Workaround for third-party clients

It's not trivial to preview the distributed tracing feature without using the C SDK. Thus, this approach is not recommended.

First, you must implement all the IoT Hub protocol primitives in your messages by following the dev guide Create and read IoT Hub messages. Then, edit the protocol properties in the MQTT/AMQP messages to add tracestate as system property.

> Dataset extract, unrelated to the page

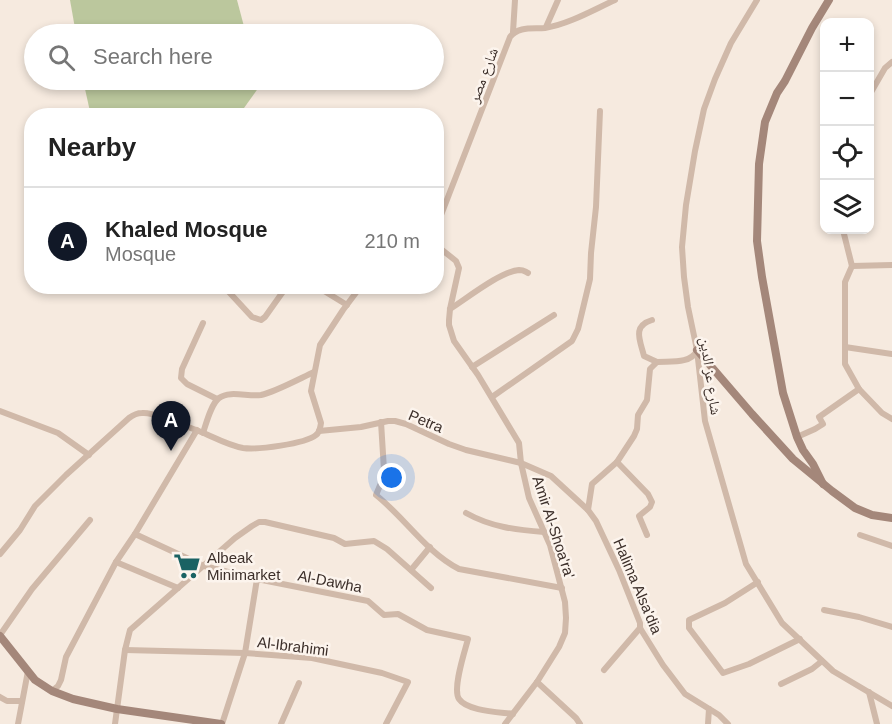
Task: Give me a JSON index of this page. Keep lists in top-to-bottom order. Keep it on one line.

Specifically,

  • For MQTT, add %24.tracestate=timestamp%3d1539243209 to the message topic, where 1539243209 should be replaced with the creation time of the message in the unix timestamp format. As an example, refer to the implementation in the C SDK
  • For AMQP, add key("tracestate") and value("timestamp=1539243209") as message annotation. For a reference implementation, see here.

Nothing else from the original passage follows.